- _WORK TO COMPLETE_:
All lines of the entries with "Peñasco" in them must be listed.

- _RECORDS SUPPLIED_:
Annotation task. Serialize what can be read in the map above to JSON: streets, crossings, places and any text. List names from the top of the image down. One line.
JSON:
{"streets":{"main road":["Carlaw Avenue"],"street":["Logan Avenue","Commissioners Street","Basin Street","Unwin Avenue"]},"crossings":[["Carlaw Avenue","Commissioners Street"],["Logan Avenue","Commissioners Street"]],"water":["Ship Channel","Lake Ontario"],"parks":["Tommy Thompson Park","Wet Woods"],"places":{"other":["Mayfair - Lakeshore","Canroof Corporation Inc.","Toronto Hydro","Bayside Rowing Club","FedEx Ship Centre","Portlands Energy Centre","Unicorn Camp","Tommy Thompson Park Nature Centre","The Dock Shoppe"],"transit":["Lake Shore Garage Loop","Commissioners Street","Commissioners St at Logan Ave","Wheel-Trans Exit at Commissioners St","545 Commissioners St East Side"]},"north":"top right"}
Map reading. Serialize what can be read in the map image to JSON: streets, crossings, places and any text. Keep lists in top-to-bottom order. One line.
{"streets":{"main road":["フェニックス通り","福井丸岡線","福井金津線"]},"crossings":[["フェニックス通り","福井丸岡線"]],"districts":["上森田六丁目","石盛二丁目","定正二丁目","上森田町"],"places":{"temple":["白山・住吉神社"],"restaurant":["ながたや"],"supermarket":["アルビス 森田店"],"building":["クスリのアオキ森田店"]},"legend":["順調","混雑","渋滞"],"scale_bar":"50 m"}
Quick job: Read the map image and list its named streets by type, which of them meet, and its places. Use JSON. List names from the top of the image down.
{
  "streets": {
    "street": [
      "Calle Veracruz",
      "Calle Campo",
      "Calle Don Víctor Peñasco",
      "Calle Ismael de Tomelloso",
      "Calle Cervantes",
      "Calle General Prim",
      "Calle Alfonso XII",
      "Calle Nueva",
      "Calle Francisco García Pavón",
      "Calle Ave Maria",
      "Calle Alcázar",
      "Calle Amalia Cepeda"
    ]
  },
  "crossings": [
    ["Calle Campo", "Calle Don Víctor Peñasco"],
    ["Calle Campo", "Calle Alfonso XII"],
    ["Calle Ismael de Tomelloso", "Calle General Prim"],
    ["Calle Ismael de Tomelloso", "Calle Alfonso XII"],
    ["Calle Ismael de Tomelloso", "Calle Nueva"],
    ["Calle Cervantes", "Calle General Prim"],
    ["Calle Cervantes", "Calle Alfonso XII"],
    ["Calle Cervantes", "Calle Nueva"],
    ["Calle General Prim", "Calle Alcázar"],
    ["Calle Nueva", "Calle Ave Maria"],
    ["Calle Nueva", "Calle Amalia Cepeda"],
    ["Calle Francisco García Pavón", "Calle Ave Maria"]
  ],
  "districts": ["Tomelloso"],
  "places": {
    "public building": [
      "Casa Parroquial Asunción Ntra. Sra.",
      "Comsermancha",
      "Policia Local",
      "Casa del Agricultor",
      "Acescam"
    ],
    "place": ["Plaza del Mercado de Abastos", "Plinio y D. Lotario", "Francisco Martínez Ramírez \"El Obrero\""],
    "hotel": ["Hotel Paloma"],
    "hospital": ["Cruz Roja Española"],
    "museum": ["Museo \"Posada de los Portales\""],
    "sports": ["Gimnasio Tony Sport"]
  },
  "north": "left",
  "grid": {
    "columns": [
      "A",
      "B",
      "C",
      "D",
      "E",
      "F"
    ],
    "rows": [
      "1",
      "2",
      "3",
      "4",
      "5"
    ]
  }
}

- _SOLUTION FOR THIS PROBLEM_:
      "Calle Don Víctor Peñasco",
    ["Calle Campo", "Calle Don Víctor Peñasco"],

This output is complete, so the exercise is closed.